Reputation: 1332
I would like to find the closest value to column x3 below.
data=data.frame(x1=c(24,12,76),x2=c(15,30,20),x3=c(45,27,15))
data
x1 x2 x3
1 24 15 45
2 12 30 27
3 76 20 15
So desired output will be
Closest_Value_to_x3
24
30
20
Please help. Thank you
Upvotes: 14
Views: 3987
Reputation: 26343
Use max.col(-abs(data[, 3] - data[, -3]))
to find the column positions of the closest values and use this result as part of a matrix to extract desired values from your data.
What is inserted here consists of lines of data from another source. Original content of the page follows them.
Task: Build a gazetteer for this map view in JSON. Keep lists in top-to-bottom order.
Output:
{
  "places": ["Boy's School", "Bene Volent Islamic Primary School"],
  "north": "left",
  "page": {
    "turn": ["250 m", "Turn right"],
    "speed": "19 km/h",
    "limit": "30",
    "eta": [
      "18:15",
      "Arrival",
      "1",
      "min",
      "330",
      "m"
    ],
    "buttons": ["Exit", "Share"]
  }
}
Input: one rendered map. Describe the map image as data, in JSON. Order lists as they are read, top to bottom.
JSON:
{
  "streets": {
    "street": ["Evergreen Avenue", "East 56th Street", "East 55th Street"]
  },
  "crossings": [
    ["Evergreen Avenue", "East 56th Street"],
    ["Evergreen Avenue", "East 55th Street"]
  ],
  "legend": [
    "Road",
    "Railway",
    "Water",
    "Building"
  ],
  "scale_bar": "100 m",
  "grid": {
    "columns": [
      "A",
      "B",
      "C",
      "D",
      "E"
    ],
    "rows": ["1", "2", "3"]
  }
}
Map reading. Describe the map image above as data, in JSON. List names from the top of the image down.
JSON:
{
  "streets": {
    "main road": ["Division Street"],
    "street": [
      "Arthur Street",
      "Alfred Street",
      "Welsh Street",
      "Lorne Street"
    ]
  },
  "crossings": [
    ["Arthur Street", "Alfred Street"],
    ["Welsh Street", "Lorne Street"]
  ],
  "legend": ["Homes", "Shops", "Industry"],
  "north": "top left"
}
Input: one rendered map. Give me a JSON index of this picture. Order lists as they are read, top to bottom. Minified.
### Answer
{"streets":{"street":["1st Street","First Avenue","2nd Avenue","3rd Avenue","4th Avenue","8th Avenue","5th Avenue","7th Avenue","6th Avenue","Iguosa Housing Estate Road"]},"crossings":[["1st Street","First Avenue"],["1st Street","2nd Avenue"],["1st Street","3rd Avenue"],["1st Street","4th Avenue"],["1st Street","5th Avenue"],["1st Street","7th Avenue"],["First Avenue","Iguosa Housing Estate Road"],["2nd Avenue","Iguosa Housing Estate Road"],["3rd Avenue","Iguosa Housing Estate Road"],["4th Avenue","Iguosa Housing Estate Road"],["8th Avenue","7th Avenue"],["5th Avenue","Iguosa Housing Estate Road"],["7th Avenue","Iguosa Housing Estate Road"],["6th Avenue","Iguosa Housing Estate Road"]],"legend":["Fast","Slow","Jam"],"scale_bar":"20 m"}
The matrix is returned by cbind
col <- 3
data[, -col][cbind(1:nrow(data),
max.col(-abs(data[, col] - data[, -col])))]
#[1] 24 30 20
Upvotes: 12
Reputation: 39858
A tidyverse
solution:
data %>%
rowid_to_column() %>%
gather(var, val, -c(x3, rowid)) %>%
mutate(temp = x3 - val) %>%
group_by(rowid) %>%
filter(abs(temp) == min(abs(temp))) %>%
ungroup() %>%
select(val)
val
<dbl>
1 24
2 30
3 20
First, it adds a row ID. Second, it transforms the data from wide to long. Third, it calculates the difference between "x3" and the other variables. Finally, it groups by the row ID and keeps the rows where the absolute difference is the smallest.
Or:
data %>%
rowid_to_column() %>%
gather(var, val, -c(x3, rowid)) %>%
mutate(temp = x3 - val) %>%
group_by(rowid) %>%
filter(abs(temp) == min(abs(temp))) %>%
ungroup() %>%
pull(val)
[1] 24 30 20
Or using an approach originally proposed by @markus (it assumes that your columns are named "x"):
data %>%
mutate(temp = paste0("x", max.col(-abs(.[, -3] - .[, 3])))) %>%
rowwise() %>%
summarise(val = eval(as.symbol(temp)))
val
<dbl>
1 24.
2 30.
3 20.
First, it is assessing the column index of the variable where the absolute difference in regard to "x3" is the smallest and combines it with "x". Then, it evaluates the combination of x and column index as a variable and returns the appropriate value.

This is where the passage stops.